Give a bare count of the lines with "labels" in the material below.

* _Data to examine_:
##########

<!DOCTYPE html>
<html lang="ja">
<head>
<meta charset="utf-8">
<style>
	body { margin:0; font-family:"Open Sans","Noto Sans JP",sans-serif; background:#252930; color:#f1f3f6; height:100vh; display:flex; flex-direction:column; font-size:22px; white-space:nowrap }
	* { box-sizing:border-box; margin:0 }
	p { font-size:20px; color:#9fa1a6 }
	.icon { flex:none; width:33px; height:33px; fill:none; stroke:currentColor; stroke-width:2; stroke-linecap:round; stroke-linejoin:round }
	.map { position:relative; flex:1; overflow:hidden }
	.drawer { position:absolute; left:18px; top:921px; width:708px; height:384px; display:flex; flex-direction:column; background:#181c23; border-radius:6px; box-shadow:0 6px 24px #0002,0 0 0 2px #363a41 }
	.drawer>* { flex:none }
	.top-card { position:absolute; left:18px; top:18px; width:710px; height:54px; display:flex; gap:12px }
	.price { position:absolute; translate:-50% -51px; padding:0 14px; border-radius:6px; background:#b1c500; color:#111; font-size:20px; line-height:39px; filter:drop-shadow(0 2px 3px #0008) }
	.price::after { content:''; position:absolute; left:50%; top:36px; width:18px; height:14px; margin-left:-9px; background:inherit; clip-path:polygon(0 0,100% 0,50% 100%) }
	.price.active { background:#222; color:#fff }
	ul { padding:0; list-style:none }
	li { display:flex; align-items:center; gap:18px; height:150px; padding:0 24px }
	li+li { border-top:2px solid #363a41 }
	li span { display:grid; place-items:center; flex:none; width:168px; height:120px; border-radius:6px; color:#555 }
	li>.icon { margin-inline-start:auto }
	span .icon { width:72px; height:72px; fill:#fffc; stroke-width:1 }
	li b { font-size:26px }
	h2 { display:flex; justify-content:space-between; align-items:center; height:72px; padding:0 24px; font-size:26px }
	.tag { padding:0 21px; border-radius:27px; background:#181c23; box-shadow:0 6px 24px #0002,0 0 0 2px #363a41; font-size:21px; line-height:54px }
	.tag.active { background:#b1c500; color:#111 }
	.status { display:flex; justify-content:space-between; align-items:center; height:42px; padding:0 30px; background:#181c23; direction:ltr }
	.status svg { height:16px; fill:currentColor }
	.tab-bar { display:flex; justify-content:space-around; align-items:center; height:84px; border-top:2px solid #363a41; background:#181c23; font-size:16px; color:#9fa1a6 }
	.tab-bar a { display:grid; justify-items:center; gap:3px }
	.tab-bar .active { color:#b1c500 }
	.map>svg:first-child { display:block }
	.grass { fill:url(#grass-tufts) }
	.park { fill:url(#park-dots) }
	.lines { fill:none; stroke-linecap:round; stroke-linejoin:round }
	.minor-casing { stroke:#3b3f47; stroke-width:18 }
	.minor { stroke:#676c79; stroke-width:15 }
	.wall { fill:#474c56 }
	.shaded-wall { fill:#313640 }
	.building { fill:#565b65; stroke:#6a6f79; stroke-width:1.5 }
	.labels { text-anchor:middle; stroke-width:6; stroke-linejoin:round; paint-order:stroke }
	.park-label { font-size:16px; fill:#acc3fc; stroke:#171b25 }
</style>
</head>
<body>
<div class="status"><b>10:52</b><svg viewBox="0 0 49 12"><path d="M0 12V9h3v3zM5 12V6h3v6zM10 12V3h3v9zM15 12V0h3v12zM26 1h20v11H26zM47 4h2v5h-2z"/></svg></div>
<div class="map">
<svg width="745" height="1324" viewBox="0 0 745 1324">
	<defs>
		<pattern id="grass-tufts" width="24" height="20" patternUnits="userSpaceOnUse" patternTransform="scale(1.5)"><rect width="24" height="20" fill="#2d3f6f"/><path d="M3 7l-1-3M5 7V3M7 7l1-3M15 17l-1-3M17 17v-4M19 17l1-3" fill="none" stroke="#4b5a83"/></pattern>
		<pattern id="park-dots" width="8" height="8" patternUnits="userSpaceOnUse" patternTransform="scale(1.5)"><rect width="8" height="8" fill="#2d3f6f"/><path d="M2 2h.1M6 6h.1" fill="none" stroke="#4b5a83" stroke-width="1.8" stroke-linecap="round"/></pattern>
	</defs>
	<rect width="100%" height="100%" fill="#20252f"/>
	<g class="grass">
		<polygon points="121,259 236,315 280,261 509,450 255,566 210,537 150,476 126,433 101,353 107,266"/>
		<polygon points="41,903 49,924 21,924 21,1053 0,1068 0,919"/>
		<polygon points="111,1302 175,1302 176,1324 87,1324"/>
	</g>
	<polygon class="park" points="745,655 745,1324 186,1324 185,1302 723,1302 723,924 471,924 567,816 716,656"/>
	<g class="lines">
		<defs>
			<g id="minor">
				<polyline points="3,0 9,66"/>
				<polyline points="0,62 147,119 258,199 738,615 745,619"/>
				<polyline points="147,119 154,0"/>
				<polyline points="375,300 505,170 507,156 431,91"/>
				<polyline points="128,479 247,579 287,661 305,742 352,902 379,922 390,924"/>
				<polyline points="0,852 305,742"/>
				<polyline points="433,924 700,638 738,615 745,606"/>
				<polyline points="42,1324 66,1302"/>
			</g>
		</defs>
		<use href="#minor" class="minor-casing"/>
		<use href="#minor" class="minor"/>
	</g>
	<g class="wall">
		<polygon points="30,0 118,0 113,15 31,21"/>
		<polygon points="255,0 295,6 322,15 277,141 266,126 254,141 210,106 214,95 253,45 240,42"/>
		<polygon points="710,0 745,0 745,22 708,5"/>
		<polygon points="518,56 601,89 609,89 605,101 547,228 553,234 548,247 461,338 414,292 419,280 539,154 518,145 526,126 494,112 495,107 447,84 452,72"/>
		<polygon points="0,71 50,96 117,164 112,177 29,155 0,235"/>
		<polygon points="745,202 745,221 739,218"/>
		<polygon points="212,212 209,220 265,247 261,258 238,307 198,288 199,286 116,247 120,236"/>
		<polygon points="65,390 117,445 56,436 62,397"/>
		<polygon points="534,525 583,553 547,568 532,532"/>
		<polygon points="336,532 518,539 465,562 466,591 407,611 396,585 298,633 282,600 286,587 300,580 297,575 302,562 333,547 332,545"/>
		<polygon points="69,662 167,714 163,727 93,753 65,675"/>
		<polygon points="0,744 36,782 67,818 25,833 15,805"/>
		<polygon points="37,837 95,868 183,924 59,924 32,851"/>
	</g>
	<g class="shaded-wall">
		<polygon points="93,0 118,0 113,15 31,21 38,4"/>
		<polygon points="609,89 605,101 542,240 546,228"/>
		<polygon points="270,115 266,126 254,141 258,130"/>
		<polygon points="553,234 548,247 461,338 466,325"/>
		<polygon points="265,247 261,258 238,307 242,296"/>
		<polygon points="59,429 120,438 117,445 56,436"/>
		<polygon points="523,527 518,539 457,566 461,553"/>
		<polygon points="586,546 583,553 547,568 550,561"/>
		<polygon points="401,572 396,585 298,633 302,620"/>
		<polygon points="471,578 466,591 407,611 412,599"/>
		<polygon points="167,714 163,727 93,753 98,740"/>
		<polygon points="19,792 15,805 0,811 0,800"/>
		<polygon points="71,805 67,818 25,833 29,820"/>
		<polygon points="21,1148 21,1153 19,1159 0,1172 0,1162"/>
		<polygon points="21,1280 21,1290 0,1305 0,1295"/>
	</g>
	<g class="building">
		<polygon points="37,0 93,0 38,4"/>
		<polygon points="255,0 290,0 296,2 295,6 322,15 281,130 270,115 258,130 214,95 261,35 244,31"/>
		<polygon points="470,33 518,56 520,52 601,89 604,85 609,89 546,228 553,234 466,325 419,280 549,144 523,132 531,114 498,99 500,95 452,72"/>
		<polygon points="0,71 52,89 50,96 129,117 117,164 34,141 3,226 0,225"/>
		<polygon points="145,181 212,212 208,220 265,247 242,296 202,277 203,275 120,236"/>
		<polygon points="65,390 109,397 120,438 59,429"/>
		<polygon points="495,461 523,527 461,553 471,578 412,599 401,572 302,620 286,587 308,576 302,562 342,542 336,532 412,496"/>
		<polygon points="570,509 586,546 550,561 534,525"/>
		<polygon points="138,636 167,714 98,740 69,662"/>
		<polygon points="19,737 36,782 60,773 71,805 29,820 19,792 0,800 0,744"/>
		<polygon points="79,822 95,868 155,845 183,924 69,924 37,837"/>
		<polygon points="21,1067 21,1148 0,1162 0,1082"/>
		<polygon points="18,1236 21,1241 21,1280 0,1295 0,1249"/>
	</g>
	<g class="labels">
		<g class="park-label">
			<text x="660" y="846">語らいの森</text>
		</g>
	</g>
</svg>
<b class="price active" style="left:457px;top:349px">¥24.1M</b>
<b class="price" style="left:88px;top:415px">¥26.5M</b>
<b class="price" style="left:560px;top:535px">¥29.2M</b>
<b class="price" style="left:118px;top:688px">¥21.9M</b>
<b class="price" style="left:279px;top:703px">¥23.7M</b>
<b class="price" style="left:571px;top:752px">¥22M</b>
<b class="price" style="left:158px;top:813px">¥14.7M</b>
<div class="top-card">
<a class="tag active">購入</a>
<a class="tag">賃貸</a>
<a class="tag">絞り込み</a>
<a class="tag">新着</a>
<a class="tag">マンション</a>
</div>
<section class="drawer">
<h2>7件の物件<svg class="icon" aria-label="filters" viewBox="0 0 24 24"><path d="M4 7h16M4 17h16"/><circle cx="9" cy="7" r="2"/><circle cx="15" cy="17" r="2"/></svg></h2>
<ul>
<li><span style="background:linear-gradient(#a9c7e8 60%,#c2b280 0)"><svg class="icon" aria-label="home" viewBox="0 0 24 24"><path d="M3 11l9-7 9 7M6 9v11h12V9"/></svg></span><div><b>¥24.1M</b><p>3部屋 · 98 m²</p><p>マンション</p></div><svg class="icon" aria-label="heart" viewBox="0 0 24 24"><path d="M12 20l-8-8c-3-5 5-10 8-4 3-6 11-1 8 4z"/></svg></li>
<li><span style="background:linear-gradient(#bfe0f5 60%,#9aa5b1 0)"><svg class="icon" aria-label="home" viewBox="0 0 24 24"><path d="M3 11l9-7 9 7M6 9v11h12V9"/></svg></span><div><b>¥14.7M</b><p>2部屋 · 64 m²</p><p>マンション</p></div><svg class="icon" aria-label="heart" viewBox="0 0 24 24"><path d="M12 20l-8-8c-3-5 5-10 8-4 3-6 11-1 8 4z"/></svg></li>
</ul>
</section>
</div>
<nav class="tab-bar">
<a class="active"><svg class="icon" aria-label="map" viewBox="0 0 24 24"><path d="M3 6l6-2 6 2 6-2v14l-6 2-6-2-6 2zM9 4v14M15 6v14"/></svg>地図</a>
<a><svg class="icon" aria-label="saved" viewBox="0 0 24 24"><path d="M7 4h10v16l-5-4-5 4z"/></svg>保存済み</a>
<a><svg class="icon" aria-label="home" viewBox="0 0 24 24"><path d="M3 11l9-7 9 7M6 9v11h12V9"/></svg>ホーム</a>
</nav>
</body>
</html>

##########

* _Solution for this problem_:
2